Given that this group is extremely well funded and staffed by political professionals, I don’t think either deadline would be an obstacle. You can get members of the public to sign just about any crazy petition, so it’s really a question of how many people a measure campaign can get out circulating petitions.

And given the money behind Marsy’s Law in North Dakota, you can bet they can hire a lot of petition circulators.

According to reporting from the North Dakota Secretary of State’s office the Marsy’s Law for North Dakota, LLC (which is listed as the sponsoring committee for the measure) has received $421,969 in contributions as of December 22 (click for a larger view).


All that money came from one person: California billionaire Henry Nicholas who made his fortune founding the Broadcom Corporation.
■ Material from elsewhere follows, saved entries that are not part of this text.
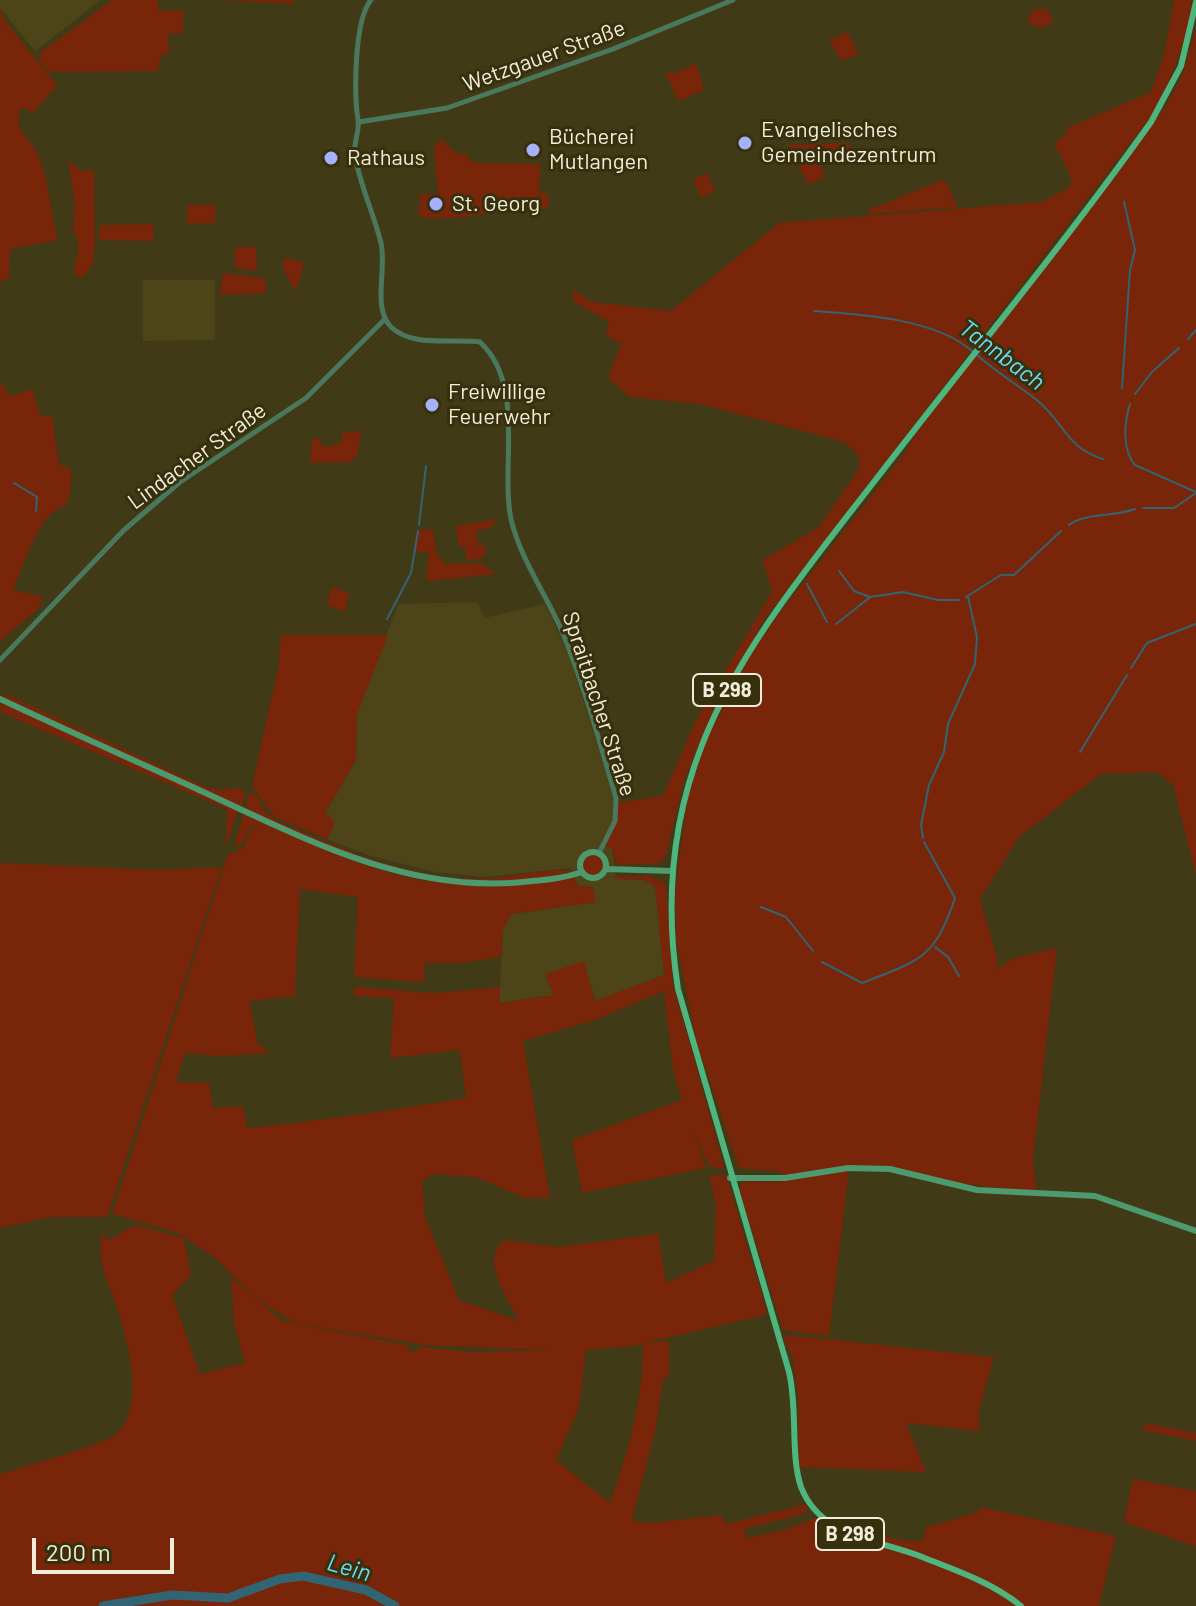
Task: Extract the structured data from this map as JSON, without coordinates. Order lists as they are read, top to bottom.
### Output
{
  "streets": {
    "main road": ["B 298"],
    "street": ["Wetzgauer Straße", "Lindacher Straße", "Spraitbacher Straße"]
  },
  "crossings": [
    ["Lindacher Straße", "Spraitbacher Straße"]
  ],
  "water": ["Tannbach", "Lein"],
  "places": [
    "Evangelisches Gemeindezentrum",
    "Bücherei Mutlangen",
    "Rathaus",
    "St. Georg",
    "Freiwillige Feuerwehr"
  ],
  "scale_bar": "200 m"
}
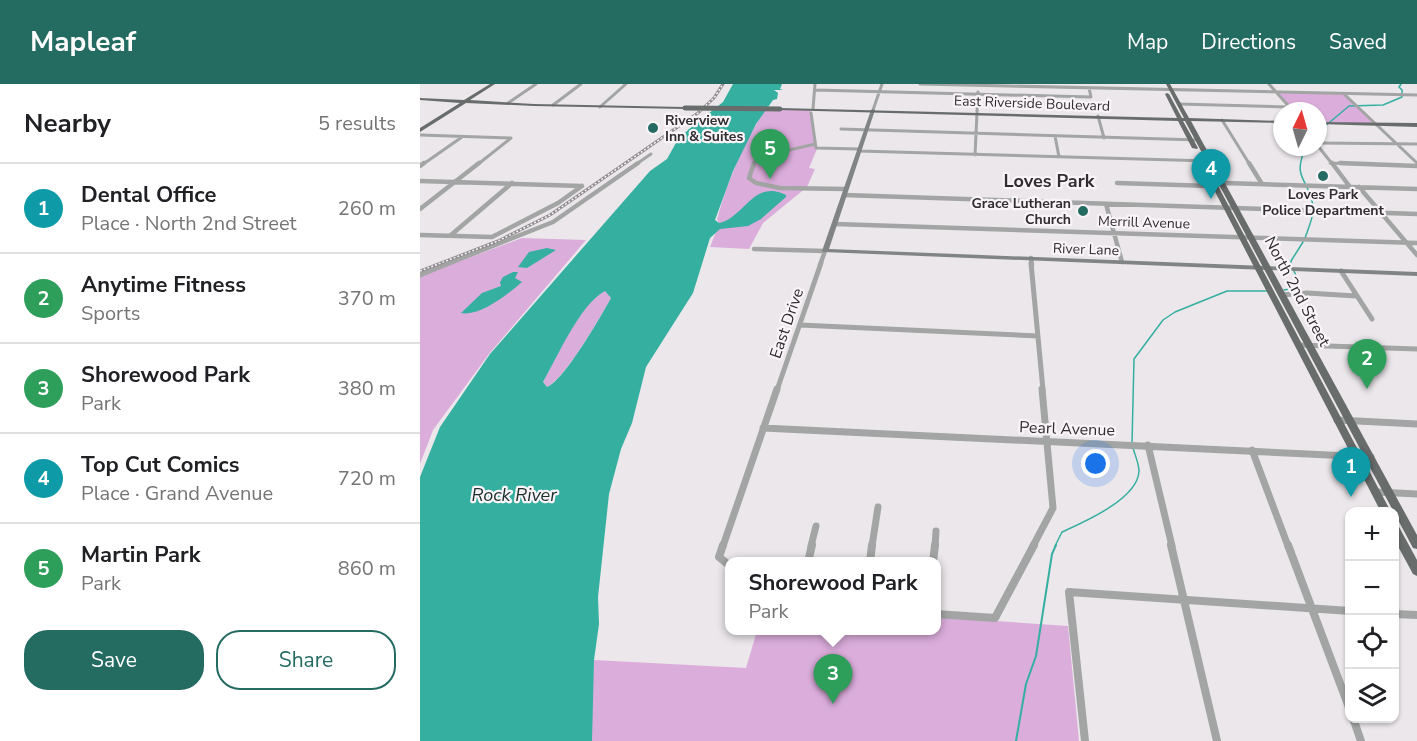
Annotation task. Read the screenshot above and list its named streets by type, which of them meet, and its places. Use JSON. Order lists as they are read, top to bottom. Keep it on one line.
{"streets":{"main road":["East Riverside Boulevard","North 2nd Street"],"street":["Merrill Avenue","River Lane","East Drive","Pearl Avenue"]},"crossings":[["East Riverside Boulevard","North 2nd Street"],["East Riverside Boulevard","East Drive"],["Merrill Avenue","North 2nd Street"],["Merrill Avenue","East Drive"],["River Lane","North 2nd Street"],["River Lane","East Drive"],["North 2nd Street","Pearl Avenue"],["East Drive","Pearl Avenue"]],"districts":["Loves Park"],"water":["Rock River"],"places":["Riverview Inn & Suites","Loves Park Police Department","Grace Lutheran Church"],"north":"top","page":{"header":"Mapleaf","nav":["Map","Directions","Saved"],"heading":["Nearby","5 results"],"pins":["5","4","2","1","3"],"list":[{"mark":"1","name":"Dental Office","note":"Place · North 2nd Street","value":"260 m"},{"mark":"2","name":"Anytime Fitness","note":"Sports","value":"370 m"},{"mark":"3","name":"Shorewood Park","note":"Park","value":"380 m"},{"mark":"4","name":"Top Cut Comics","note":"Place · Grand Avenue","value":"720 m"},{"mark":"5","name":"Martin Park","note":"Park","value":"860 m"}],"map_buttons":["+","−"],"popup":["Shorewood Park","Park"],"buttons":["Save","Share"]}}
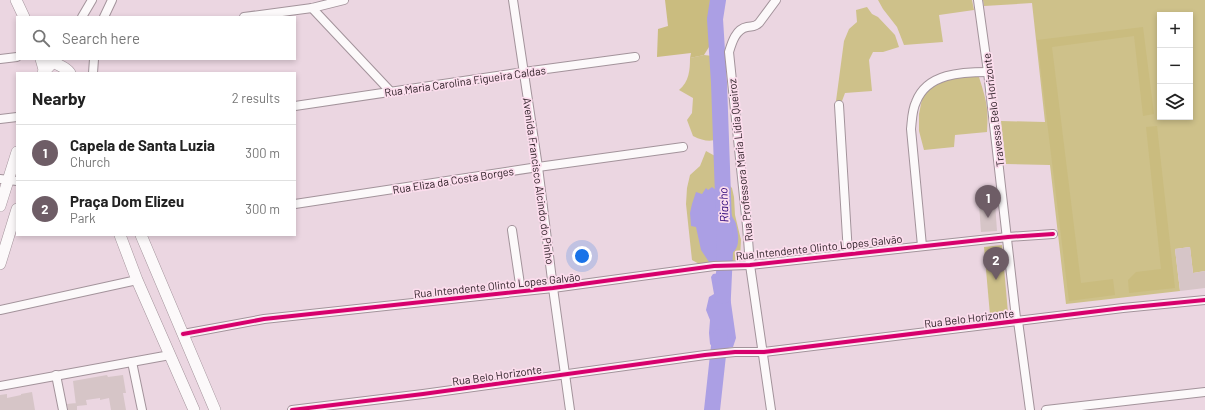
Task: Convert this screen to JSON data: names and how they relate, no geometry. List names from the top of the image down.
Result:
{
  "streets": {
    "street": [
      "Rua Maria Carolina Figueira Caldas",
      "Travessa Belo Horizonte",
      "Rua Professora Maria Lídia Queiroz",
      "Rua Eliza da Costa Borges",
      "Avenida Francisco Alcindo do Pinho",
      "Rua Intendente Olinto Lopes Galvão",
      "Rua Belo Horizonte"
    ]
  },
  "crossings": [
    ["Rua Maria Carolina Figueira Caldas", "Avenida Francisco Alcindo do Pinho"],
    ["Travessa Belo Horizonte", "Rua Intendente Olinto Lopes Galvão"],
    ["Travessa Belo Horizonte", "Rua Belo Horizonte"],
    ["Rua Professora Maria Lídia Queiroz", "Rua Intendente Olinto Lopes Galvão"],
    ["Rua Professora Maria Lídia Queiroz", "Rua Belo Horizonte"],
    ["Rua Eliza da Costa Borges", "Avenida Francisco Alcindo do Pinho"],
    ["Avenida Francisco Alcindo do Pinho", "Rua Intendente Olinto Lopes Galvão"],
    ["Avenida Francisco Alcindo do Pinho", "Rua Belo Horizonte"]
  ],
  "water": ["Riacho"],
  "page": {
    "map_buttons": ["+", "−"],
    "search": "Search here",
    "heading": ["Nearby", "2 results"],
    "list": [
      {
        "mark": "1",
        "name": "Capela de Santa Luzia",
        "note": "Church",
        "value": "300 m"
      },
      {
        "mark": "2",
        "name": "Praça Dom Elizeu",
        "note": "Park",
        "value": "300 m"
      }
    ],
    "pins": ["1", "2"]
  }
}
Nicholas is brother to the “Marsy” in “Marsy’s Law.” Marsalee Nicholas was shot to death by her ex-boyfriend in 1983, and her brother named the victims rights policy he helped put in place in California after her.

Now he’s taken the effort national under the banner of Marsy’s Law for All.

The fact that this measure is funded entirely by a billionaire from California is going to be a big obstacle for its supporters in North Dakota to overcome, I think. The optics of a rich man buying his pet project onto the ballot in North Dakota is going to leave a bad taste in a lot of people’s mouths. That Nicholas is also a person with an…interesting background will also muddy the waters.

And even setting the provenance of the measure aside, there are a lot of good reasons to think that giving victims rights in criminal proceedings they have no standing in (it’s the state versus the accused, remember) is a really, really bad idea.